Copywriter, technical writer, translator (FR>EN, ES>EN, IT>EN), journalist

Safer web browsing

For most people, computer security is a cloudy subject.

For Windows users in particular: beyond practising good computer hygiene and keeping anti-virus software updated and running all the time, what can you do to protect your computer?

Answer: offer hackers fewer ways to get into your computer. And here’s one door you can close today.

Few pieces of software are hacked into as much as Internet Explorer, and for good reason: it’s the most widely-used web browser on the planet. Microsoft will continue to make it more secure, but as long as it remains the most popular browser, Microsoft and malicious hackers will continue their game of cat and mouse – Microsoft closes one security hole, and hackers find another.

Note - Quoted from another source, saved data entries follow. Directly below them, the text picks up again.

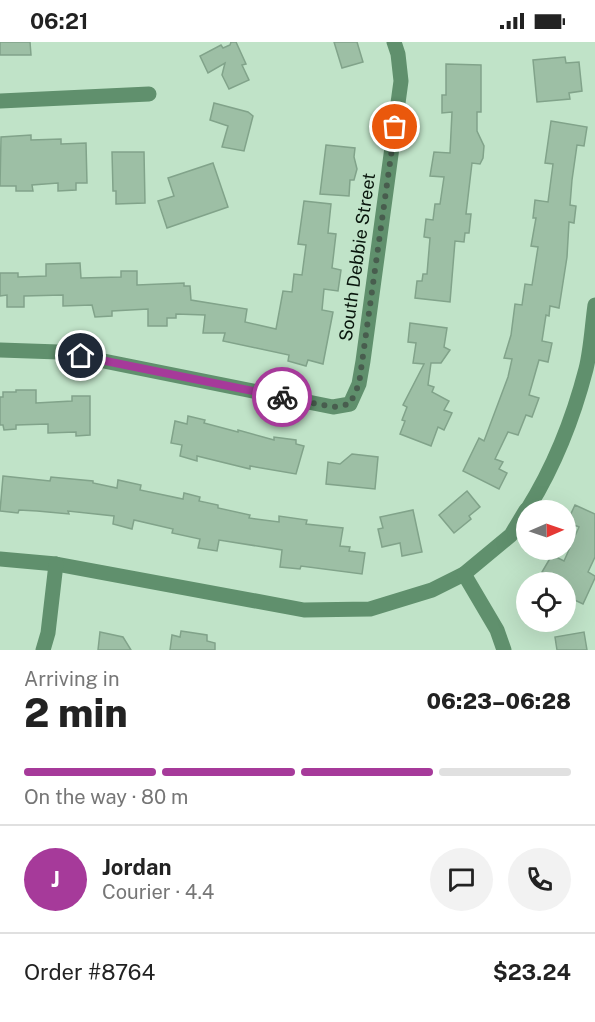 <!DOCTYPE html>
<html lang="en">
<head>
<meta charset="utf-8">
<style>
	:root { --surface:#fff; --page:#f2f2f2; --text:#222; --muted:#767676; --line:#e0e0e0; --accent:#a63a9a }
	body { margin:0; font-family:"Public Sans",sans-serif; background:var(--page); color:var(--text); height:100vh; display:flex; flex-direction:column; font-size:22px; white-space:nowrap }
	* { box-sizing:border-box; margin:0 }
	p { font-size:20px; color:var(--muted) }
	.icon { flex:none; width:33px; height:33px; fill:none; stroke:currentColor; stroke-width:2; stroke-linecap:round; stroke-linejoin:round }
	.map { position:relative; height:608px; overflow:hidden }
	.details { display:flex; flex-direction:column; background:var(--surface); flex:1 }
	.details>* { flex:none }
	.needle { width:39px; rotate:88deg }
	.controls { position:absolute; left:516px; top:458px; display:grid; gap:12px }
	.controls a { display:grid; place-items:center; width:60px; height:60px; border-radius:50%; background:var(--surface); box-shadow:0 6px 24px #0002; font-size:30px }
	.pin { position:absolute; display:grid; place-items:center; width:51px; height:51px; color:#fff; margin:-26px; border:3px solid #fff; border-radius:50%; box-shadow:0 2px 6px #0007 }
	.courier { position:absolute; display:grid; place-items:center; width:60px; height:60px; margin:-30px; border:4px solid #a63a9a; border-radius:50%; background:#fff; color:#222; box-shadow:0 2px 8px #0007 }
	.overview em { font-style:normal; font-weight:800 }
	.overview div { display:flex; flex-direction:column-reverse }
	.overview { display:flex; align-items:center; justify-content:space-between; height:102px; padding:0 24px }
	h1 { font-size:39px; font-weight:800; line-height:45px }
	.bar { display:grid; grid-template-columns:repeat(4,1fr); gap:9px 6px; align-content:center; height:72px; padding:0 24px }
	.bar i { height:8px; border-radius:4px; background:var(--line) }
	.bar .on { background:var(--accent) }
	.bar p { grid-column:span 4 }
	.line { display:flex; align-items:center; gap:15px; padding:0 24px; border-top:2px solid var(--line) }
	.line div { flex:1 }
	.round { display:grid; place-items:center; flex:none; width:63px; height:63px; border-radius:32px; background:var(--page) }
	.status { display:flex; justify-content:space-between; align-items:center; height:42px; padding:0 30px; background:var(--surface); direction:ltr }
	.status svg { height:16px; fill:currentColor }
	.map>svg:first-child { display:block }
</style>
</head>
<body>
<div class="status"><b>06:21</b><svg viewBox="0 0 49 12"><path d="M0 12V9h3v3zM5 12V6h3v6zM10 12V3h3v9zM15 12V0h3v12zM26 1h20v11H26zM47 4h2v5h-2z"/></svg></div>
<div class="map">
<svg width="595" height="608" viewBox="0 0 595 608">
	<rect width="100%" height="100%" fill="#c0e3c8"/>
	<g fill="#9dbfa5" stroke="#81a38a" stroke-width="1.5">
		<polygon points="0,0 30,0 31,13 0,13"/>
		<polygon points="231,0 236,0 246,22 242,23 249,38 229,47 222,33 225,21 208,31 200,14 221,3 223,6 230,3"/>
		<polygon points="334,0 357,0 363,20 342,26"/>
		<polygon points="565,15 566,21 579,20 582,49 569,51 570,57 537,60 533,18"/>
		<polygon points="446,22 481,23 481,70 477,70 477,89 484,104 483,116 480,122 472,121 466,172 471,172 469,191 465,191 464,200 455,199 450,260 415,256 417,239 422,239 423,232 427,232 430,196 424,195 426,177 433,178 435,162 440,162 444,135 430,134 434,110 450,111 452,70 442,71 442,53 446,53"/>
		<polygon points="214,61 248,70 253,74 244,109 222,105 228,84 210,78"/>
		<polygon points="551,79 587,85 584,104 577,103 572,138 570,163 576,164 574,181 569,180 567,215 559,266 550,264 549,274 546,273 542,299 552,301 548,320 539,318 529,353 539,356 532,375 526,373 518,393 508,390 495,417 503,420 499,427 507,431 499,447 463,429 479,396 484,399 508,335 512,317 504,316 511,293 515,262 522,263 525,242 532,243 538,205 531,204 536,176 533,176 535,158 548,160 553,122 545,121"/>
		<polygon points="31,93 31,98 61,97 61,102 86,101 87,141 76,141 76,148 58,149 58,141 32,143 33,149 16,149 16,144 0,144 1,95"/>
		<polygon points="326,103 355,106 354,115 357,127 354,138 350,138 349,154 320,152"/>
		<polygon points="112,110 144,110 145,161 116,162 116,149 113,149"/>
		<polygon points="213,121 228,165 167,186 158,159 174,154 168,136"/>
		<polygon points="304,159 331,162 328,191 336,192 332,226 341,228 338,249 324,247 322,268 333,270 323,322 308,318 306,324 288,319 289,313 223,299 225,291 203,291 205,273 176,272 176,276 167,276 167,284 148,284 148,267 112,269 112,274 95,275 92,263 63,264 63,253 24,254 24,265 7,265 7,253 0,254 0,231 18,231 18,235 46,234 46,222 80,221 81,236 121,235 121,229 137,229 137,243 184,241 184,244 190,244 191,258 247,267 245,280 276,287 283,249 292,250 294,232 302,233 306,203 298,202"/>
		<polygon points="410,281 447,286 444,305 450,308 441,321 431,321 428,343 434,345 432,350 449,359 444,368 452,371 444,388 438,385 431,404 400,392 405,379 402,378 407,365 403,363 424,322 413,321 416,301 408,300"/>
		<polygon points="16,348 36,348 36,361 72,359 72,354 90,354 90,393 76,394 76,390 48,391 48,382 16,383 16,387 4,388 3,383 0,383 0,355 3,355 3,350 16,350"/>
		<polygon points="188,374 205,378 204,381 238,390 238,388 274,398 274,395 296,398 296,402 304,404 296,432 250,424 250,427 197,414 197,419 180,414 182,403 171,401 175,379 187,382"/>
		<polygon points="352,412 378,415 375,447 326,442 328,420 340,422"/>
		<polygon points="3,434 50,439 51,435 93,439 93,441 117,446 118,438 141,443 140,448 183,457 184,451 200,455 199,459 218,463 218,466 250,473 249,476 279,480 279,474 307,478 306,482 343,486 340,504 350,505 349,509 365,511 362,532 301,524 300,527 280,525 282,508 219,498 217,509 198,506 200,497 172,491 173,487 134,478 132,487 113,482 114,474 68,469 69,472 37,469 19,468 18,471 0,469"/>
		<polygon points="467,449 480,465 469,474 471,477 454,491 439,473"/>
		<polygon points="575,463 595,472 595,515 588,530 595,534 595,536 583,562 566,554 566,540 560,540 542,530 552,513 564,519 579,485 567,480"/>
		<polygon points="413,468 422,510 402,514 400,501 382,505 378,487 383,486 380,475"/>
		<polygon points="181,589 207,593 207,599 215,601 215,608 170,608 172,593 180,595"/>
		<polygon points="100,590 123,595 131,608 98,608"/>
		<polygon points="584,590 587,608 557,608 555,595"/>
	</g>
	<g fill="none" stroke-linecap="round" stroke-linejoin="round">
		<g stroke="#60906d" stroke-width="15">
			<polyline points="0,59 149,52"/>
			<polyline points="0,308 59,310 333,365 350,362 359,342 363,319 401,39 398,12 394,0"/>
			<path d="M527,468c27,-43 46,-91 59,-141 5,-20 6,-43 9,-64"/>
			<polyline points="0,517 56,522 304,568 370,567 432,548 464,532 511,493 526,468"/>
			<polyline points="464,532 497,588 504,608"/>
			<polyline points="43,608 48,591 56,522"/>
		</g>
	</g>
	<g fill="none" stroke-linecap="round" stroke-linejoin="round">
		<polyline stroke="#485d4e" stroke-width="6" stroke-dasharray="0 10.8" points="282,355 333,365 350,362 359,342 395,85"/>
		<polyline stroke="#a63a9a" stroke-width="8" points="81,314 282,355"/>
	</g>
	<g text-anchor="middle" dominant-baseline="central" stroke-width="4.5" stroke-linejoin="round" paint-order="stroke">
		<g font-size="18" fill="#08150c" stroke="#c0e3c8">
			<text transform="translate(357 215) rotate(-82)">South Debbie Street</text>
		</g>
	</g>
</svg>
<div class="controls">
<a><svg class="needle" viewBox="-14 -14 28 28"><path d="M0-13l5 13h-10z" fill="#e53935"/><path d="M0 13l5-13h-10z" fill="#767676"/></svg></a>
<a><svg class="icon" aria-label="locate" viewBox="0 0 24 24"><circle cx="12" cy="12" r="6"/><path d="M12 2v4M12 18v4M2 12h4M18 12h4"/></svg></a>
</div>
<div class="pin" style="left:395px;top:85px;background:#ea580c"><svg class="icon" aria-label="bag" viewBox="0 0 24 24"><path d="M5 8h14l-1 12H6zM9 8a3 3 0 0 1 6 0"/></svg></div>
<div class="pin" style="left:81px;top:314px;background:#1f2937"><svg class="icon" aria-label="home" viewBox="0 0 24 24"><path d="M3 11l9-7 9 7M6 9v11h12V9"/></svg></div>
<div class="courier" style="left:282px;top:355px"><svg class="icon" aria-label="bike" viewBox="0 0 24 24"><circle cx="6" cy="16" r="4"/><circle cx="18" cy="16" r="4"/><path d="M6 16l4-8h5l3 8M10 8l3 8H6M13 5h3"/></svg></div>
</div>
<section class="details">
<div class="overview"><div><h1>2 min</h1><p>Arriving in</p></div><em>06:23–06:28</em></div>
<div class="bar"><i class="on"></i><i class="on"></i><i class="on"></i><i></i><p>On the way · 80 m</p></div>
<div class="line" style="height:108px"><b class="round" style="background:var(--accent);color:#fff">J</b><div><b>Jordan</b><p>Courier · 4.4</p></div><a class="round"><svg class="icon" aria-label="chat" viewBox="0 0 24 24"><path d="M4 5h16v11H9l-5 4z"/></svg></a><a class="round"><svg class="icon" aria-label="phone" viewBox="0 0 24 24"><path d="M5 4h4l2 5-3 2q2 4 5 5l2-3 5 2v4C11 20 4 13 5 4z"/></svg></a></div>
<div class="line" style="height:78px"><div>Order #8764</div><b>$23.24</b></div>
</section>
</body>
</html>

You don’t need to play this game. (FYI: Mac users don’t, since there is no Internet Explorer for the Mac.). You can close many browser-related security holes by downloading, installing and using a less-popular but fully capable (and free) web browser like one of the following:

Since they aren’t as popular as Internet Explorer, far fewer (if any) hackers try to attack computers using attacks specific to these browsers.

To install a new web browser, follow these steps:

  1. Go to the web page for the browser you want to use.
  2. Click the link or button that says “download.”
  3. Choose the version for your operating system and begin the download. (Note where you download the installation file. If in doubt, download to your desktop – that should make it easy to find later.)
  4. Install the browser (by double-clicking the file you downloaded and following on-screen instructions.)
  5. During installation, you will be asked if you want to import favorites from Explorer. Say yes.
  6. Once the install is complete, put the installer in your recycle or trash bin – you no longer need it.
  7. Start the new browser.
  8. When asked if you want to make this your default browser, say yes. (This prevents things like links in email from starting Internet Explorer.)

How you can use this tip

If you use Internet Explorer on your computer, try another web browser for a week or so. If you don’t like it, try another.

Don’t worry about your favorites (aka bookmarks). Most browsers copy those from Internet Explorer as part of the installation process.

Don’t remove Internet Explorer from your computer. Even if you use another browser for just about everything, you may need Explorer for the occasional task.